[Saved entries]

++++++++++++++++++++

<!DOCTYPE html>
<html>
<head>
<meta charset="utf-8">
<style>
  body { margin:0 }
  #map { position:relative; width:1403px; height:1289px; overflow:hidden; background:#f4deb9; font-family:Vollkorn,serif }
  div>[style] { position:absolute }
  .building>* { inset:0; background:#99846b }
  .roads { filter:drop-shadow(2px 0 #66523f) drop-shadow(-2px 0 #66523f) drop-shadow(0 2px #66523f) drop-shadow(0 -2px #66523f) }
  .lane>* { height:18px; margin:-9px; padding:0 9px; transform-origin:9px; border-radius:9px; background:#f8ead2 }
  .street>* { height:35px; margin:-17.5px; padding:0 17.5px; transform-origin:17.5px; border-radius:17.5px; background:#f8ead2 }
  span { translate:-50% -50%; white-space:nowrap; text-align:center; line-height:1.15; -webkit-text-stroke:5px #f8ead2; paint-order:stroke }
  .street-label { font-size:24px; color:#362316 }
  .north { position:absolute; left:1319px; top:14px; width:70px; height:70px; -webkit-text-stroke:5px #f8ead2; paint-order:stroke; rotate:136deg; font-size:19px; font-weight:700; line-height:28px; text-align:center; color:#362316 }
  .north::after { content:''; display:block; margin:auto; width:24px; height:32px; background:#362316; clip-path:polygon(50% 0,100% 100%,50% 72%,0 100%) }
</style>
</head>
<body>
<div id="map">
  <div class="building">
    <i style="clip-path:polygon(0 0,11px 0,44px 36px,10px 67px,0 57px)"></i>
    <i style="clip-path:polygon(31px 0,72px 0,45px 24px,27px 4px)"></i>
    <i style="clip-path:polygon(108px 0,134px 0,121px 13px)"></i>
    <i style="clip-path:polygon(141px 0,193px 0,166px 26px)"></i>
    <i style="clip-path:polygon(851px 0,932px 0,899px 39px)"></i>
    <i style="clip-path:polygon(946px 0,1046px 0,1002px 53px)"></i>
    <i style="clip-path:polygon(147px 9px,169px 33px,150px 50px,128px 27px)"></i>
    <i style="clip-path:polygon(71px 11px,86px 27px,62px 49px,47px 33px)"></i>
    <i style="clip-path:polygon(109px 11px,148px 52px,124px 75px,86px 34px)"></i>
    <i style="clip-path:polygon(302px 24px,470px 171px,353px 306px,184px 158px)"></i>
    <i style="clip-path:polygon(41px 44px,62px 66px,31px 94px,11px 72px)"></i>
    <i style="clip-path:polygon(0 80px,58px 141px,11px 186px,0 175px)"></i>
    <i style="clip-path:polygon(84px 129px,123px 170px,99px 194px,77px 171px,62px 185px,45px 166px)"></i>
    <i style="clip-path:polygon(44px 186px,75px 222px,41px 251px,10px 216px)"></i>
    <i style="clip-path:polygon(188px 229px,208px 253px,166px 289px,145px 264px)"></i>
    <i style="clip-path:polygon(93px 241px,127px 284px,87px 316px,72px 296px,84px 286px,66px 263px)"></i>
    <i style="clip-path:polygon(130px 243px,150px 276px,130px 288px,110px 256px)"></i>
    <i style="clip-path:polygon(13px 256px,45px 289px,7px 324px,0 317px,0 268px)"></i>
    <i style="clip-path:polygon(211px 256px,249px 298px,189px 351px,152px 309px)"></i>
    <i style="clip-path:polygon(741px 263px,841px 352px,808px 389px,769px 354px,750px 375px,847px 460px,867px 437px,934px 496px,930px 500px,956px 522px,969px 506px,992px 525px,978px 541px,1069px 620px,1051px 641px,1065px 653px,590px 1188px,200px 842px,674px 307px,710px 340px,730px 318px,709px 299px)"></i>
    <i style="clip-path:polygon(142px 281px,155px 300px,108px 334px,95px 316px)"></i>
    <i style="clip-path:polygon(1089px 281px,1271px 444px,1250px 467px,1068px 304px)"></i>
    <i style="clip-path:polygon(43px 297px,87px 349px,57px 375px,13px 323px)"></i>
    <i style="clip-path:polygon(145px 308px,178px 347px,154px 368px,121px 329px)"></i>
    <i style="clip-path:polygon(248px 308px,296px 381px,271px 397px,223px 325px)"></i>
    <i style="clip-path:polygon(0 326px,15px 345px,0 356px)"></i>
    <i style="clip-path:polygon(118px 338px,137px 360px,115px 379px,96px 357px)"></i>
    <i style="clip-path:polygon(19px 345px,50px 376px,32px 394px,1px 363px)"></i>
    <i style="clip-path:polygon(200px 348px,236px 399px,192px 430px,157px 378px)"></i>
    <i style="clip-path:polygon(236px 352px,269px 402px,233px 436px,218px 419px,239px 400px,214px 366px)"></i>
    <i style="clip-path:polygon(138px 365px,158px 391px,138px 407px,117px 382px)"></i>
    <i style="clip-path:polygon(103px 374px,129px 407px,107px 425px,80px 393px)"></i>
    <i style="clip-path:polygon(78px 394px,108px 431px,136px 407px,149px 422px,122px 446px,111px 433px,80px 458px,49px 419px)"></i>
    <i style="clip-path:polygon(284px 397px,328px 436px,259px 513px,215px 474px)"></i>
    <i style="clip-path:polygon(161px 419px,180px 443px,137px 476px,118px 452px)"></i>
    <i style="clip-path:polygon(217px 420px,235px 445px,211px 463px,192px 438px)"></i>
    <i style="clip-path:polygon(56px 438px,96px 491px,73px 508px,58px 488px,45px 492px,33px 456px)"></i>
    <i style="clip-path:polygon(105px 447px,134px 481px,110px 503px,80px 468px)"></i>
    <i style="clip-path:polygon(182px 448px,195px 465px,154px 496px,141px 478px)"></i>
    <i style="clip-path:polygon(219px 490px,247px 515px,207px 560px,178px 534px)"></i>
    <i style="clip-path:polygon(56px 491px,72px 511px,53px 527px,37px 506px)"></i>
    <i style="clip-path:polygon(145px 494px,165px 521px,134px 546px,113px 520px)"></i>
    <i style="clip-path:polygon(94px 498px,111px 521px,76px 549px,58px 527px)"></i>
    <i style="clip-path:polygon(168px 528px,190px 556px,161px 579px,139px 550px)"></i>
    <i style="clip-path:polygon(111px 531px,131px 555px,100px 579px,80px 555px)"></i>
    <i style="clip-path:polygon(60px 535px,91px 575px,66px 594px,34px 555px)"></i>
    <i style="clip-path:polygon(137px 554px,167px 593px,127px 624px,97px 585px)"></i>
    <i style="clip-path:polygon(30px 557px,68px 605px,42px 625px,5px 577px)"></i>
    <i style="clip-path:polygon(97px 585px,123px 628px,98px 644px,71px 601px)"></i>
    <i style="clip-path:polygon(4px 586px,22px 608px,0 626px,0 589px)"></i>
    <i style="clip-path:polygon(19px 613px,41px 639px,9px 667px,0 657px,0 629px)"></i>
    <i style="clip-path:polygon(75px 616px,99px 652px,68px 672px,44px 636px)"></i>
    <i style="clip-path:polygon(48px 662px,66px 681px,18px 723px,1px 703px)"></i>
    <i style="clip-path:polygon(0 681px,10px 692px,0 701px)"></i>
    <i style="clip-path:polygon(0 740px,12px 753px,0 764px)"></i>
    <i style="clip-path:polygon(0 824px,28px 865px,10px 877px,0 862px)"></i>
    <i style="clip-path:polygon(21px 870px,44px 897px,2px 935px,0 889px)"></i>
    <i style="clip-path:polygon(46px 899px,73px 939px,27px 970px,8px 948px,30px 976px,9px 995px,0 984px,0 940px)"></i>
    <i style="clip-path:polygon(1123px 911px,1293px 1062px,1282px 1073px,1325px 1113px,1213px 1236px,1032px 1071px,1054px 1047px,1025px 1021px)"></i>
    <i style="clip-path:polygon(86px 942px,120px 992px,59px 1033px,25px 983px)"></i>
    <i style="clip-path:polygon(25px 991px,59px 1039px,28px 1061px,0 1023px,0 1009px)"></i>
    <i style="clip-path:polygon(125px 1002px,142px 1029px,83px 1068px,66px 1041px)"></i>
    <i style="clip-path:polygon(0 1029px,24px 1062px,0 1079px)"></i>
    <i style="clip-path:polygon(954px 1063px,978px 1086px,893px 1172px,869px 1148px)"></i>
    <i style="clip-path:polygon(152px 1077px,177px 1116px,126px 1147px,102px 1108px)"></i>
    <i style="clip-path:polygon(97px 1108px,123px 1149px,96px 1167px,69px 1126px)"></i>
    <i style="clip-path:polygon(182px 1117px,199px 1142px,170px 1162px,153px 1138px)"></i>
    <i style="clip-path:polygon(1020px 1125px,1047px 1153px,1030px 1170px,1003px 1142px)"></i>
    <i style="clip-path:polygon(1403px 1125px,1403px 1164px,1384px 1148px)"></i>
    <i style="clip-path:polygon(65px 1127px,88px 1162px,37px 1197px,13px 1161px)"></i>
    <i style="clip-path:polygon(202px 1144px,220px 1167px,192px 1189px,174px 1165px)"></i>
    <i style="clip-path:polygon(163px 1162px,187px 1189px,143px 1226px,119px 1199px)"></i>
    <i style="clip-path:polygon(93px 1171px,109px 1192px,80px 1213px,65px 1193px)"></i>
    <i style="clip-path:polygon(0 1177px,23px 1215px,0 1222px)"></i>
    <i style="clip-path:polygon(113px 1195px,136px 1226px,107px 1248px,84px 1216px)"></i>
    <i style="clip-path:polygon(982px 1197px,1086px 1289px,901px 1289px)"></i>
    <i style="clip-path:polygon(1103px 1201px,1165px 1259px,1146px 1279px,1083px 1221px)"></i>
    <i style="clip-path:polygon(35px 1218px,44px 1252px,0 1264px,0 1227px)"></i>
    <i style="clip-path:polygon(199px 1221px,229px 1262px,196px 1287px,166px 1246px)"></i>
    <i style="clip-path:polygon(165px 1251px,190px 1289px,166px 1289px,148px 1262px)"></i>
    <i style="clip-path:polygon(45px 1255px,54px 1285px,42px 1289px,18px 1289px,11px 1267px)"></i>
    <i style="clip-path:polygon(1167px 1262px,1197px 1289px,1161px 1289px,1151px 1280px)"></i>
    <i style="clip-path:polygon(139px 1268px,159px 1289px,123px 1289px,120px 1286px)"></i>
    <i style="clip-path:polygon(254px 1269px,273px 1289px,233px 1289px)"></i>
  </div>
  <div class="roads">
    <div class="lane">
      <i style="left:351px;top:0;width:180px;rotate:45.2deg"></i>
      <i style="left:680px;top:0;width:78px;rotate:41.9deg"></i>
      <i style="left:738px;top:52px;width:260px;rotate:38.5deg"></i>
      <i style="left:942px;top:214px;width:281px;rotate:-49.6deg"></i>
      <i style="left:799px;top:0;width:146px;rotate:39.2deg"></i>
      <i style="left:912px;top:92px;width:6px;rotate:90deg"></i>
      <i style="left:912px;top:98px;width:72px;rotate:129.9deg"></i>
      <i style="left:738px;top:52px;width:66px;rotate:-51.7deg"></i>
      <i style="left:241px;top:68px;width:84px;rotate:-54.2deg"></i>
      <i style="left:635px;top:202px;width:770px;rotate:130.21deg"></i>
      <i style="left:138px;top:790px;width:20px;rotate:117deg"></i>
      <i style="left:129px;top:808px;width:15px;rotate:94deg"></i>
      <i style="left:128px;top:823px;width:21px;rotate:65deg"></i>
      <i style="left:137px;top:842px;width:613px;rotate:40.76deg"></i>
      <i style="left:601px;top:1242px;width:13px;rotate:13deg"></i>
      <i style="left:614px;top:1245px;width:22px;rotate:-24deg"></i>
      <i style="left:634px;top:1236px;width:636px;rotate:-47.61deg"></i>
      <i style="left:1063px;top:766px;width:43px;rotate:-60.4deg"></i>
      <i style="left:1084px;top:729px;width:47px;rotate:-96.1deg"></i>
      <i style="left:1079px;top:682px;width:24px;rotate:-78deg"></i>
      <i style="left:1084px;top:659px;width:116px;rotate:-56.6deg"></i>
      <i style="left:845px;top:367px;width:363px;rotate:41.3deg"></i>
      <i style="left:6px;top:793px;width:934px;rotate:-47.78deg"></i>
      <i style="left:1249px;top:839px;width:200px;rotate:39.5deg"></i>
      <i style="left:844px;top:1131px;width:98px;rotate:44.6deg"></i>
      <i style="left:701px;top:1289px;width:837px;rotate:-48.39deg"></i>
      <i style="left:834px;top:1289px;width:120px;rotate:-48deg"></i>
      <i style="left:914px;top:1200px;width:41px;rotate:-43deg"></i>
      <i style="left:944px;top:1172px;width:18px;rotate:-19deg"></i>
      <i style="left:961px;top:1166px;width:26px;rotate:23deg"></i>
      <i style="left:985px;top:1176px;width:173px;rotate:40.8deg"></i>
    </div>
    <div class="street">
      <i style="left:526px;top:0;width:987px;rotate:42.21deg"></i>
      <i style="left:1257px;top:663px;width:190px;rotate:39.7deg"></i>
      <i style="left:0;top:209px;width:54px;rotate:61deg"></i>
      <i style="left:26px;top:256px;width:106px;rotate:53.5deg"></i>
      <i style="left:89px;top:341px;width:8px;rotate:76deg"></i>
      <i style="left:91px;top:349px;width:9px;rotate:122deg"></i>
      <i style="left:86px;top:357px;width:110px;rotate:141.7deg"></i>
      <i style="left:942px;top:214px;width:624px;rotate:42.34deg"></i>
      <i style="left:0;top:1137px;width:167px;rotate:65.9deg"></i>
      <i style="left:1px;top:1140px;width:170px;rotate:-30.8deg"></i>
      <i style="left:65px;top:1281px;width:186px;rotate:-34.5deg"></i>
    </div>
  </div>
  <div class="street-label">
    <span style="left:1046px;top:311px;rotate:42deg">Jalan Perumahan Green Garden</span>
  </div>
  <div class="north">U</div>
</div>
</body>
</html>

++++++++++++++++++++

*Exercise brief*:
If a line in the records above contains the word "street", copy it.

*Answer space*:
  .street>* { height:35px; margin:-17.5px; padding:0 17.5px; transform-origin:17.5px; border-radius:17.5px; background:#f8ead2 }
  .street-label { font-size:24px; color:#362316 }
    <div class="street">
  <div class="street-label">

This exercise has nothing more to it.